Ehli sünnet ne demektir ve özellikleri nedir?
Ehl-i sünnet, dini literatürde Hz Peygamber ve sahabe'yi örnek kabul eden Müslüman toplumunun büyük bir kısmına (%90) denir. Genelde kısaca "Sunnilik" olarak bilinir. Bu grup sünnete bağlı olduğu ve cemaat ruhundan ayrılmadığı için "Ehl-i Sünnet ve'l-cemaat" adıyla da anılır.
Ehl-i Sünnet i’tikâdında olmanın âlametleri
1- Îmânın altı şartına, ya’nî Allahü teâlânın varlığına ve birliğine, eşi ve benzeri olmadığına, Meleklerine, Kitaplarına, Peygamberlerine, Âhıret hayatındaki hâllere, hayr ve şerrin, iyilik ve kötülüğün Allahü teâlâ tarafından yaratıldığına inanmalıdır. (Bunlar Âmentü'de bildirilmiştir).
2- Allahü teâlânın son kitâbı olan Kur’ân-ı kerîmin, Allahü teâlânın kelâmı olduğuna inanmalıdır.
3- Mü’min, kendi îmânından hiç şüphe etmemelidir.
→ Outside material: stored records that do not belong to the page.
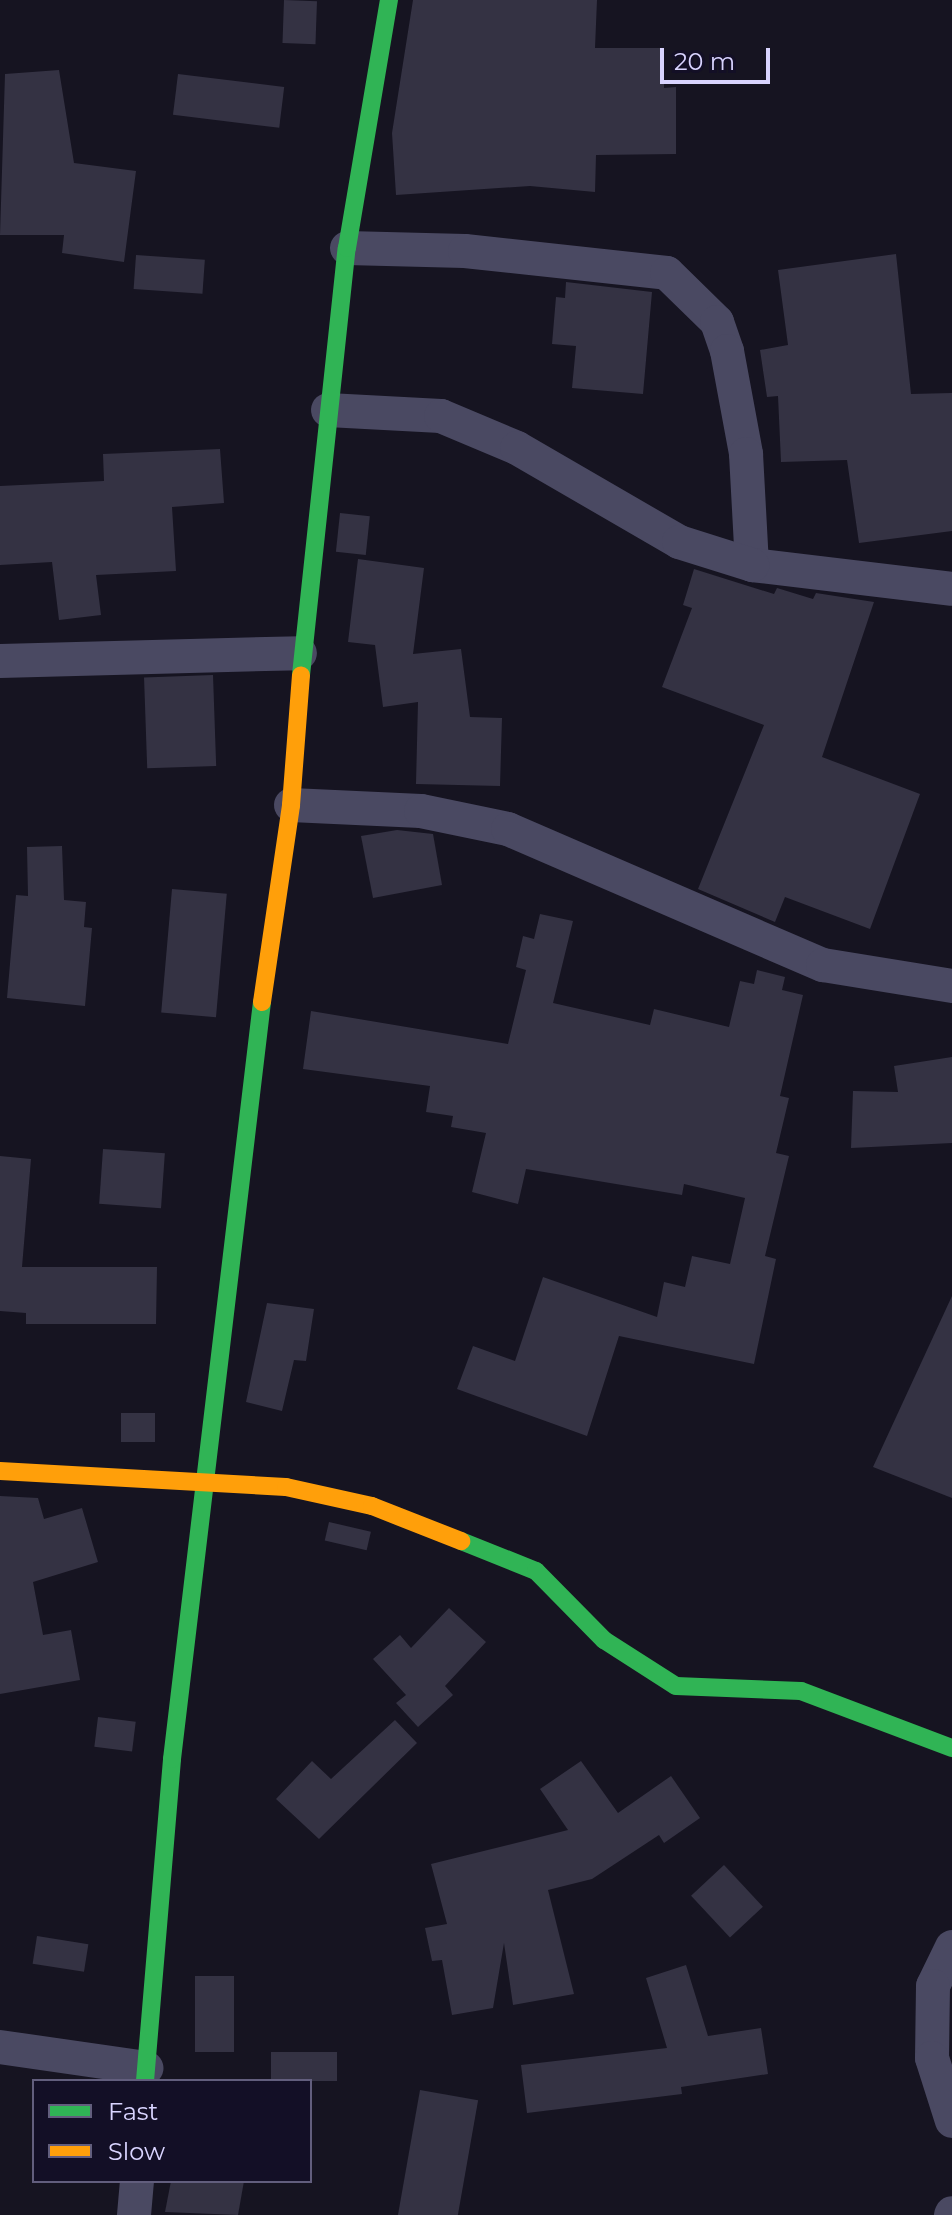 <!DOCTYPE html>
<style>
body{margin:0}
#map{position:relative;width:952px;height:2215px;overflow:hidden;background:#161421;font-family:Montserrat,sans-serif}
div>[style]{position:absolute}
.building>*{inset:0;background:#343243;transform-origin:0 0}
.street>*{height:34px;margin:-17px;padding:0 17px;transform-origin:17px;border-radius:17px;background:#4a4962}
.fast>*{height:18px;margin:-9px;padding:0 9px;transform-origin:9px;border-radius:9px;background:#30b455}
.slow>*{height:18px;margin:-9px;padding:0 9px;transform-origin:9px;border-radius:9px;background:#ff9f0a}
span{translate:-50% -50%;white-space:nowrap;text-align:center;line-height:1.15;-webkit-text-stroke:6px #130f26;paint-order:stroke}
.legend{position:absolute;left:32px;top:2079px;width:280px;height:104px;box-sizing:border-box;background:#130f26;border:2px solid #625e7d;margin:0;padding:10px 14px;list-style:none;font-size:24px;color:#d9d4ff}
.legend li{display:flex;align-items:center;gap:16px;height:40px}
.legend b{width:40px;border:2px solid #625e7d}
.scale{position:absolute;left:660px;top:48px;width:110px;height:36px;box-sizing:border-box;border:4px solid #d9d4ff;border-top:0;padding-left:10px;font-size:24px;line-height:28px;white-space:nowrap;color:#d9d4ff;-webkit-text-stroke:6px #130f26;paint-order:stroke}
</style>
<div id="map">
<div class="building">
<i style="left:284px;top:0;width:33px;height:43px;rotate:2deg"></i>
<i style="clip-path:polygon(413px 0,597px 0,595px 48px,664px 48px,664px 88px,676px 87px,676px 154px,596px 155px,595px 192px,530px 186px,396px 195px,392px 133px)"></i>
<i style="clip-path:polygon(59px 70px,74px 163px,136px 171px,124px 262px,62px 253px,64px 235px,0 235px,5px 74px)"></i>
<i style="left:178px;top:74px;width:107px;height:41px;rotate:7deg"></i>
<i style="clip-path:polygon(896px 254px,911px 394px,952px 393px,952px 531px,859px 543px,847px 460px,781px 462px,778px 396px,767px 397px,760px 350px,788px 345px,778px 270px)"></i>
<i style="left:136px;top:255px;width:69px;height:34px;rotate:4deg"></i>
<i style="clip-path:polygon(566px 282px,652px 292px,643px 394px,572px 388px,576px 346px,552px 344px,556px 297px,565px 298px)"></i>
<i style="clip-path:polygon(220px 449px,224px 503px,172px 507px,176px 571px,96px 575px,101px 615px,59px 620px,52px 562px,0 565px,0 486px,104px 481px,103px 454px)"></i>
<i style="left:340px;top:513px;width:30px;height:39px;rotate:6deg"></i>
<i style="clip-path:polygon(358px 559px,424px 568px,413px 654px,461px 649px,470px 717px,502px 718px,500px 786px,416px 784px,418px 702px,383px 707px,375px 645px,348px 642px)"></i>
<i style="clip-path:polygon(694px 569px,774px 594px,777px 588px,813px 599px,816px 593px,874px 602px,822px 757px,920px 794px,870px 929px,785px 897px,775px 922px,698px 889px,764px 725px,662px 687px,692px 608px,683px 605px)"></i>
<i style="left:213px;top:675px;width:91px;height:69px;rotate:88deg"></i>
<i style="clip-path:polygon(397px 830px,433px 834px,442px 885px,373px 898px,361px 836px)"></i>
<i style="clip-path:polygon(62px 846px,64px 900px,86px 902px,84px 927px,92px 928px,85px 1006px,7px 998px,16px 895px,28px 896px,27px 847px)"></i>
<i style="left:172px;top:889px;width:55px;height:124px;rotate:5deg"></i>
<i style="clip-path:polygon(540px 914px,573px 921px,553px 1003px,650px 1025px,654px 1009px,729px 1027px,740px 981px,754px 984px,757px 970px,785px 977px,782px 990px,803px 995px,780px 1096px,789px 1098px,776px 1153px,789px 1156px,765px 1256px,776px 1259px,754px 1364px,619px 1336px,587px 1436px,457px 1389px,473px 1346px,515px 1361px,543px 1277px,657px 1317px,664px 1282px,685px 1287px,692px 1256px,730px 1264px,745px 1198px,684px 1184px,682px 1195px,526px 1169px,518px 1204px,472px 1192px,486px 1133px,451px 1127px,453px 1116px,426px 1112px,430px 1086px,303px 1069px,311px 1011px,508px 1044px,526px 970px,516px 967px,523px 936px,534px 939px)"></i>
<i style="clip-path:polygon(952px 1057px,952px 1143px,851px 1148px,853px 1091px,898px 1092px,894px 1066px)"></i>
<i style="left:103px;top:1149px;width:62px;height:55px;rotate:4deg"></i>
<i style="clip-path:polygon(0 1156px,31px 1159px,22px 1267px,157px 1267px,156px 1324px,26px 1324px,26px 1313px,0 1311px)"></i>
<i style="clip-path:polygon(952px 1296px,952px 1498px,873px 1467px)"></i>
<i style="clip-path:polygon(267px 1303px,314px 1309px,306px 1361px,294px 1360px,282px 1411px,246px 1402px)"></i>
<i style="left:121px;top:1413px;width:34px;height:29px"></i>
<i style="clip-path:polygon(0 1496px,38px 1498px,44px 1519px,82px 1508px,98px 1562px,33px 1582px,43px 1635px,71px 1630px,80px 1680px,0 1694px)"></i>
<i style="left:329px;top:1522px;width:43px;height:19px;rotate:13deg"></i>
<i style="clip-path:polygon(449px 1608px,486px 1642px,445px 1686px,453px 1695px,418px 1727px,396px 1703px,406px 1695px,373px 1659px,400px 1635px,411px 1648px)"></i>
<i style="left:98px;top:1717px;width:38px;height:30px;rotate:7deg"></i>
<i style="clip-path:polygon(395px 1720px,417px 1743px,319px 1839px,276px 1799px,312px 1761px,331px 1779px)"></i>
<i style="clip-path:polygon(581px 1761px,618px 1813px,671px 1776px,700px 1818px,664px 1843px,659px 1835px,592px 1879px,548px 1890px,574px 1994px,513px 2005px,504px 1943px,493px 2008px,452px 2015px,442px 1960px,432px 1961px,425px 1928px,447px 1924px,431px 1864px,568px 1830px,540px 1789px)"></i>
<i style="left:724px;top:1865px;width:57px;height:45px;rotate:47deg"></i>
<i style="left:37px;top:1936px;width:52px;height:28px;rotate:9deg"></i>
<i style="clip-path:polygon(686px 1965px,708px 2036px,761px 2028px,768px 2074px,681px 2087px,682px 2094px,527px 2113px,521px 2065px,667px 2048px,646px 1978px)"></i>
<i style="left:195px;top:1976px;width:39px;height:76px"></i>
<i style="left:271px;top:2052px;width:66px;height:29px"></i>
<i style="left:420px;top:2090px;width:59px;height:127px;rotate:10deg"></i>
<i style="clip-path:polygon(171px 2181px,244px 2181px,238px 2215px,165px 2212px)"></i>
</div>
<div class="street">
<i style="left:347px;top:248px;width:118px;rotate:1.5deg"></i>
<i style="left:465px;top:251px;width:203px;rotate:6.2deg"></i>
<i style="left:667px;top:273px;width:70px;rotate:44.4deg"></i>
<i style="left:717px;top:322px;width:31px;rotate:71deg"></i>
<i style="left:727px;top:351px;width:105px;rotate:79.5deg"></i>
<i style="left:746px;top:454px;width:111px;rotate:86.9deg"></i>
<i style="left:752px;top:565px;width:201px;rotate:6.8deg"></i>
<i style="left:328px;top:410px;width:113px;rotate:3deg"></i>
<i style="left:441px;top:416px;width:82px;rotate:22.8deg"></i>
<i style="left:517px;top:448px;width:187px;rotate:30.1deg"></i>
<i style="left:679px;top:542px;width:77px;rotate:17.5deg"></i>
<i style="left:0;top:661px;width:300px;rotate:-1.5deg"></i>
<i style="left:291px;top:805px;width:130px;rotate:2.6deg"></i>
<i style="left:421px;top:811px;width:89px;rotate:11.7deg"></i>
<i style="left:508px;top:829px;width:343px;rotate:23.4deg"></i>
<i style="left:823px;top:965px;width:131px;rotate:9.2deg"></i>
<i style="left:952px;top:1947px;width:43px;rotate:116deg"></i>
<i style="left:933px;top:1986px;width:72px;rotate:90.8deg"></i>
<i style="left:932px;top:2058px;width:66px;rotate:72.4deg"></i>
<i style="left:0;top:2047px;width:148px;rotate:8.2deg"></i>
<i style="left:134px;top:2215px;width:34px;rotate:-85deg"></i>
<i style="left:951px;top:2215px;width:2px;rotate:-63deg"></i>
</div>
<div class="fast">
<i style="left:301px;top:675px;width:429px;rotate:-83.9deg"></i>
<i style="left:347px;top:248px;width:252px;rotate:-80.4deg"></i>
<i style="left:461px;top:1541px;width:81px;rotate:21.8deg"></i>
<i style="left:536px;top:1571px;width:97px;rotate:45.4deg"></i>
<i style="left:604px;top:1640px;width:85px;rotate:32.6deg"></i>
<i style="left:676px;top:1686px;width:125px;rotate:2.3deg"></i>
<i style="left:801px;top:1691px;width:161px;rotate:20.7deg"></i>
<i style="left:145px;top:2081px;width:323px;rotate:-85.2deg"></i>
<i style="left:172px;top:1759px;width:762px;rotate:-83.22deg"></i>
</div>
<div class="slow">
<i style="left:262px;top:1002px;width:199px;rotate:-81.6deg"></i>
<i style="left:291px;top:805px;width:130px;rotate:-85.6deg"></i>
<i style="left:0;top:1471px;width:286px;rotate:3.2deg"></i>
<i style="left:286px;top:1487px;width:88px;rotate:12.5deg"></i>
<i style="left:372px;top:1506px;width:96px;rotate:21.5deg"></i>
</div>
<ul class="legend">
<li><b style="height:10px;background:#30b455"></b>Fast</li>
<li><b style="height:10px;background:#ff9f0a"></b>Slow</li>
</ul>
<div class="scale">20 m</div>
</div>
4- Peygamberimize “sallAllahü aleyhi ve sellem” îmân edip, hayatta iken O'nu görmekle şereflenen Eshâb-ı kirâmın hepsini çok sevmelidir. Dört halîfesine, yakın akrabâları olan ehl-i beytine ve muhterem hanımlarından hiçbirine dil uzatmamalıdır.
5-Allahü teâlânın emir ve yasaklarına inanıp, tembellikle yapmayan mü’minleri kâfir bilmemelidir.
6- Ehl-i kıble olduklarını söyleyen, "Allahü teâlâya ve Peygamberi Muhammed aleyhissalatü vesselama inandım" dediği halde, yanlış i’tikâtta olanları tekfir etmemeli, kâfir olduklarını söylememelidir.
7- Açıkca günâh işlediği bilinmeyen her imâmın arkasında namaz kılmalıdır. Bu hüküm, cuma ve bayram namazlarını kıldıran emirler, vâliler içindir.
8- Müslümânlar, başındaki âmirlerine, idarecilerine isyan etmemelidir. Hurûç, ya’ni isyan etmek, fitne çıkarmak olur ve çeşitli felâketlere yol açar. Onların hayırlı iş yapmalarına düâ etmeli ve fısk, günâh işlerinden vazgeçmeleri için tatlı dil ile nasihat etmelidir.
9- Ayağa giyilen mestin üzerine mesh ederek abdest alınabilmesi dînimizin bir emridir. Çıplak ayak üzerine mesh edilmez.
10- Peygamberimizin “sallAllahü aleyhi ve sellem” Mi’râcının, hem rûh ve hem de beden ile olduğuna inanmalıdır.
Cennetde mü’minler Allahü teâlâyı göreceklerdir. Kıyâmet gününde, Peygamberler ve sâlih, iyi zâtlar şefâat edeceklerdir. Kabirde azâb, rûh ve bedene olacaktır. Evliyânın kerâmeti hakdır Kerâmet, Allahın sevgili kullarında meydana gelen harikulâde haller olup, Allahü teâlânın âdeti dışında, ya’nî fizik, kimya ve biyoloji kanunları dışında ikrâm ve ihsan ettiği şeylerdir ve inkâr edilemiyecek kadar çoktur. Kabirde rûhlar, diri kimselerin yaptıklarını ve söylediklerini işitirler. Kur’ân-ı kerîm okumak, sadaka vermek ve hatta bütün ibâdetlerimizin sevâblarını, ölenlerin rûhlarına göndermek, onlara fayda vermekte, azâblarının hafifletilmesine veya kaldırılmasına sebep olmaktadır.